The Times reports today on an American student, Ahmed Omar Abu Ali, who was accused by the Justice Department on Tuesday of plotting with members of al-Qaida in 2003 to assassinate President Bush. Abu Ali was returned to the United States from Saudi Arabia, where he was imprisoned for the last 20 months.

Aside from how the case against Abu Ali plays out (the Times piece outlines the DOJ’s charges in detail), his family and defense lawyers contend that Abu Ali was tortured while in Saudi custody. Testimonials of torture can be difficult to corroborate — but according to the Times, during the Tuesday hearing in federal district court Abu Ali offered via his lawyers to show scars on his back from whippings at the hands of the Saudis. The judge declined, “putting off the torture issue until a later hearing,” according to the Times.

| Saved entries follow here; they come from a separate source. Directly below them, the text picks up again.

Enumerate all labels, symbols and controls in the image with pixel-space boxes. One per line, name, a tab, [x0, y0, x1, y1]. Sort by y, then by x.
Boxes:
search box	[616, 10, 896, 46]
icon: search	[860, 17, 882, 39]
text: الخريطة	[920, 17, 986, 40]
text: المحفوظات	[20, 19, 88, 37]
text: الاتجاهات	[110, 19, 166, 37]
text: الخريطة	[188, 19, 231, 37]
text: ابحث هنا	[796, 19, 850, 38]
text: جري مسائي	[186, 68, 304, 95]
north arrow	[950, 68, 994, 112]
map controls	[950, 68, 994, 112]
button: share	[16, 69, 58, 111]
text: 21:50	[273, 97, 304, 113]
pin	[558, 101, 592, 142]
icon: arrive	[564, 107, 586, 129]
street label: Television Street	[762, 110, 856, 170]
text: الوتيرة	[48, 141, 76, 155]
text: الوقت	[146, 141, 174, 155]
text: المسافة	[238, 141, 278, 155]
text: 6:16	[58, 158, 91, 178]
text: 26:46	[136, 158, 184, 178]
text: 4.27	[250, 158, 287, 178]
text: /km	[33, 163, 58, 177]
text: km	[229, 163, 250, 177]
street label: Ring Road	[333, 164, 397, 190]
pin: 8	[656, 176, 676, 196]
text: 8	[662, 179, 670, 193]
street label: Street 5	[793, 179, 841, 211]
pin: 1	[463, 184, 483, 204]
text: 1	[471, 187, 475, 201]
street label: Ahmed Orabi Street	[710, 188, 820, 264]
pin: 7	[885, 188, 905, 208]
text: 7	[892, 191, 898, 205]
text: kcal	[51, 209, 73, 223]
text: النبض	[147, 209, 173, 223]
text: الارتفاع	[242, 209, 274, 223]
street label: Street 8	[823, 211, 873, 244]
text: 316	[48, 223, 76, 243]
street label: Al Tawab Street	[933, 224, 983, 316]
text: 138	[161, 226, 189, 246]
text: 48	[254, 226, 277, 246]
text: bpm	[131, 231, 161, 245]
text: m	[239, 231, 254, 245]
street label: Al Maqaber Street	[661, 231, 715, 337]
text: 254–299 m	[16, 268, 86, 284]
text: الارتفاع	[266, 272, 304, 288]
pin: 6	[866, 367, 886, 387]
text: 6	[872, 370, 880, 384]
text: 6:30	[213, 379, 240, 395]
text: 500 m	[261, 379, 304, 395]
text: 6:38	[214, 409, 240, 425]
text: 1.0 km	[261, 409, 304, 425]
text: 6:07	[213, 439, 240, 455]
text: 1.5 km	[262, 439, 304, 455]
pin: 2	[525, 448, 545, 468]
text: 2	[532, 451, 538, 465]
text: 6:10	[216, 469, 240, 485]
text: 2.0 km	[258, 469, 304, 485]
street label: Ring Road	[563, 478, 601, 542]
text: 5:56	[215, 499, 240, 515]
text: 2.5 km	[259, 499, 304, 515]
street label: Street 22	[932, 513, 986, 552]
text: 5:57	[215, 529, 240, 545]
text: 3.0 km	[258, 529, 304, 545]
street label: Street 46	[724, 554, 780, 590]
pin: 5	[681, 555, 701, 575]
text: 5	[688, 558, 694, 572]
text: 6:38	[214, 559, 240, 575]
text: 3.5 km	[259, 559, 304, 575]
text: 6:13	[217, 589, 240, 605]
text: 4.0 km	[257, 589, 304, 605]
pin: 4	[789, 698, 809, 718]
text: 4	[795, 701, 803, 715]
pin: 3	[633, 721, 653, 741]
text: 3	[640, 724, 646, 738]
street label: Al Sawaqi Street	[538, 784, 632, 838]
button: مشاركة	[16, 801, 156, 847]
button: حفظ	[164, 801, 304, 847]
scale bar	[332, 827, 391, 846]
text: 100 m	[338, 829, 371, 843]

But particularly striking is the opinion of another U.S. district court judge presiding over a lawsuit brought by Abu Ali’s family last year to fight for his release from Saudi custody (emphasis ours): “Judge John D. Bates has not issued a ruling on Mr. Abu Ali’s detention,” reports the Times, “but he has expressed support for many of the family’s central contentions and skepticism toward those of the government. In an opinion in December, Judge Bates wrote, ‘There has been at least some circumstantial evidence that Abu Ali has been tortured during interrogations with the knowledge of the United States.‘ He added that agents from the Federal Bureau of Investigation, who were present for Saudi interrogations, ‘have despaired at his continued detention, and more than one United States official has stated that Abu Ali is no longer a threat to the United States and there is no active interrogation.’”

Yet more troubling indications of the Bush administration’s use of a secret policy known as “extraordinary rendition” in the war against terrorism.

Justice Department officials, meanwhile, have declined to discuss why they decided to bring terrorism charges against Abu Ali now, after past indications that some F.B.I. investigators did not consider him a threat. And because of the lawsuit by his family, the timing of the charges against Abu Ali have raised some eyebrows. “I suspect it’s no coincidence that this man sat in detention for 20 months until a federal judge in the United States was threatening to require the American government to disclose its arrangements with the Saudi government for holding him,” David D. Cole, a Georgetown University law professor who is representing Abu Ali’s family in the case, told the Times. “The lawsuit gave the government a tremendous incentive to bring some charges.”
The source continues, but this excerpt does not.